Whatever the ethico-aesthetic stakes of such an exchange may be, the strategies employed by Burtynsky do not signal a return to the messianism of an earlier generation of documentarists that coupled art and advocacy. Supported by a faith in the mechanics of enlightened public sphere interaction, such a coupling did not survive the exhaustion of exposure in a generalized state of environmental crisis. To document depletion is no longer to trigger corresponding forms of ecopolitical mobilization (it never was, perhaps, but what has also disappeared is the hope that it might – quite tellingly, Burtynsky expects no more than a conversation). Nor can media audiences rest assured that visual artists will jump into the breach as corporate and state actors limit the range of interventions historically associated with (and expected from) independent media. In some sense, these images are just there, circulating in commercial art markets, uncertain whether they can do more than celebrate their own aesthetic autonomy. This is the quietism of gallery-style eco-media, easily incorporated into an economy of culture that periodically rediscovers its taste for nature and creatively recycles historical modes of representing it.
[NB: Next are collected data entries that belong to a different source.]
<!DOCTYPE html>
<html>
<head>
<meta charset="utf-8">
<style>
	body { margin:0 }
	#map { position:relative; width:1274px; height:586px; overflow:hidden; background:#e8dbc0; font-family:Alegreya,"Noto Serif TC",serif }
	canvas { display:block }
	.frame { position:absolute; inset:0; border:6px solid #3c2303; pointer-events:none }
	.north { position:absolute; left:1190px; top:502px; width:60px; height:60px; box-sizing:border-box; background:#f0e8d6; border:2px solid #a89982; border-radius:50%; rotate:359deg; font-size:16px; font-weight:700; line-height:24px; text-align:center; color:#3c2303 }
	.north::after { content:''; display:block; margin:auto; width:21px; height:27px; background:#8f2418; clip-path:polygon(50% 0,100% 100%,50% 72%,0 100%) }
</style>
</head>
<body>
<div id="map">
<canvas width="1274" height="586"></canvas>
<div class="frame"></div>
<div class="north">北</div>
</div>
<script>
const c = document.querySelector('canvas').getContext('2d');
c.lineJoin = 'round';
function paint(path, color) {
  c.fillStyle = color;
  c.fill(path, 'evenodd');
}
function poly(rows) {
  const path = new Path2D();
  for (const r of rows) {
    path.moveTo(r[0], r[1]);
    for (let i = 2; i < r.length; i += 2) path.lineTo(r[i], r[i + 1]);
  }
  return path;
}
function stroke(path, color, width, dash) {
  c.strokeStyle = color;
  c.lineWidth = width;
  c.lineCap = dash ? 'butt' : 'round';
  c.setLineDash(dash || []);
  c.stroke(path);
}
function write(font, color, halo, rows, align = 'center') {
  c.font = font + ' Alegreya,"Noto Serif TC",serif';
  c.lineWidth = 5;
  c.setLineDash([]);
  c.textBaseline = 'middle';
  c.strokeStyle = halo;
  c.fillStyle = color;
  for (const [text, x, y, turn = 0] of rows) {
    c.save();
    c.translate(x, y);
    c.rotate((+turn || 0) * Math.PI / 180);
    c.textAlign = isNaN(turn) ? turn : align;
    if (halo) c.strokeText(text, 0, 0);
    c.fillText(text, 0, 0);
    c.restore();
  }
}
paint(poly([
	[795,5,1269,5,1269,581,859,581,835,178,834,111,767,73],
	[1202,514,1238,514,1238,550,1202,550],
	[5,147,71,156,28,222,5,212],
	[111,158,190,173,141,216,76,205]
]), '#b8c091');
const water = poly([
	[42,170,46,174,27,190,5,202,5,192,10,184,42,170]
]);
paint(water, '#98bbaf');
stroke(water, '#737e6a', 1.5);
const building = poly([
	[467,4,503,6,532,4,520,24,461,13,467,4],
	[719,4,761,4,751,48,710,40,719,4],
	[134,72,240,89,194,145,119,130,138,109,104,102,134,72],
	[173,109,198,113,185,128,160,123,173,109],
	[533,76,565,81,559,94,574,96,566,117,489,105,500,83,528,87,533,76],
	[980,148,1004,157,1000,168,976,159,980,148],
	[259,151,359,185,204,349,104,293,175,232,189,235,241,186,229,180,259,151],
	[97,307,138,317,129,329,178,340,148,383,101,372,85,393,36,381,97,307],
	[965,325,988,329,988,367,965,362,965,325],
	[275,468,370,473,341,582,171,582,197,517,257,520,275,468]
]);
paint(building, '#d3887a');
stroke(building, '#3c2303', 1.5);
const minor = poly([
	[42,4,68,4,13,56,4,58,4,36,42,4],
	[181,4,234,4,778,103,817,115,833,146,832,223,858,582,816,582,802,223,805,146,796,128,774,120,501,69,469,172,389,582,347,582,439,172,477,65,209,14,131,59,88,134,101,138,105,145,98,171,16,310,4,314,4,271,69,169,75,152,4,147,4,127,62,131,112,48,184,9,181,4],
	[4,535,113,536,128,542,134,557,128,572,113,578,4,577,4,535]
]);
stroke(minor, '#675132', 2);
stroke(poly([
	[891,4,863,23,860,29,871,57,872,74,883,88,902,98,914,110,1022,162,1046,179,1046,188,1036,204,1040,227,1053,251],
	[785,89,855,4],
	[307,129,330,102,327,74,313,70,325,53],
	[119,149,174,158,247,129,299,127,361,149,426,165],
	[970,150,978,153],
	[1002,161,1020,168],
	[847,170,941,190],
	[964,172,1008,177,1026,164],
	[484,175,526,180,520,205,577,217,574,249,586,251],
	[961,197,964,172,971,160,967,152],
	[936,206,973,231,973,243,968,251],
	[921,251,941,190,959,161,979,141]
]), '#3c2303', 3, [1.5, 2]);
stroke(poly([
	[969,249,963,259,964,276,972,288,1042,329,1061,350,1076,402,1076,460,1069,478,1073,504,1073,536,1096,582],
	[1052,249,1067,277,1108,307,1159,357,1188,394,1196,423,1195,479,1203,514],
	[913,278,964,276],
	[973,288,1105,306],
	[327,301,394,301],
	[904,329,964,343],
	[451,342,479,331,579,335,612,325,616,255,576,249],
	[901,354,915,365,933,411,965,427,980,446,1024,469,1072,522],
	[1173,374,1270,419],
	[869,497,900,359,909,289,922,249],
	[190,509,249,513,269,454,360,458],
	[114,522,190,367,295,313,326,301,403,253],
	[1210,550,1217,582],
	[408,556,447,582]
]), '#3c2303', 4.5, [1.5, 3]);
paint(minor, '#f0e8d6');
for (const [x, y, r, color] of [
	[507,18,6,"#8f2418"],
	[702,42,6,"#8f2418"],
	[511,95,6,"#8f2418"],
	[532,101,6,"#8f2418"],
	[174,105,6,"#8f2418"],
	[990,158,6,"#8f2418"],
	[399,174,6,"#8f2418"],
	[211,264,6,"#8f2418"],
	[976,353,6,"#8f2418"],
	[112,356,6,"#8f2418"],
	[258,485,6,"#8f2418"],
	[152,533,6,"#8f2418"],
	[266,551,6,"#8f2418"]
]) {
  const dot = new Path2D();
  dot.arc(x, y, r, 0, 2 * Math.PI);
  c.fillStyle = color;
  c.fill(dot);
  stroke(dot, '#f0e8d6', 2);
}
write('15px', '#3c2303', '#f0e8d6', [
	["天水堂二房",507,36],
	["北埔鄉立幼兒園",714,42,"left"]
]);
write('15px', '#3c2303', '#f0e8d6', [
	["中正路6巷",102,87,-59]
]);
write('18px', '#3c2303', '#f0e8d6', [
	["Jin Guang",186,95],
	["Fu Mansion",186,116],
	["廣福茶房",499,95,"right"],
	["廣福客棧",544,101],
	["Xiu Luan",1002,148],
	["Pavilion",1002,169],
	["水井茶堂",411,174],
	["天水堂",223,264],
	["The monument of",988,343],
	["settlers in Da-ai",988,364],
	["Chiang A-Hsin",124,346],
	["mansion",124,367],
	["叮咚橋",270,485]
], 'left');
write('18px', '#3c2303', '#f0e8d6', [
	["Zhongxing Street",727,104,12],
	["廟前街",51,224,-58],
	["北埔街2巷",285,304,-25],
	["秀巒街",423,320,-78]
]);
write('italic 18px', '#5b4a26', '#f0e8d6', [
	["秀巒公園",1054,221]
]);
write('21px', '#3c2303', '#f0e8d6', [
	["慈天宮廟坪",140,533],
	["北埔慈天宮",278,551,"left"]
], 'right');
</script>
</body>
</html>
But to the extent that visual art reengages non-fiction formats, it also opens itself to new practices of mapping, of counter-geographies that document new actors, new sites of intervention, new organizational forms. It is in such a context, perhaps, that the notion of 'network ecologies' can be most usefully mobilized, opening up the question of ecopolitics – and of the ecopolitical horizon of creative industries – beyond naturalist reflexes, but also beyond the economism in mainstream critiques of creative industries discourse and policy.
Bio
Soenke Zehle teaches transcultural literary and media studies at Saarland University and the Academy of Fine Arts Saar, Germany.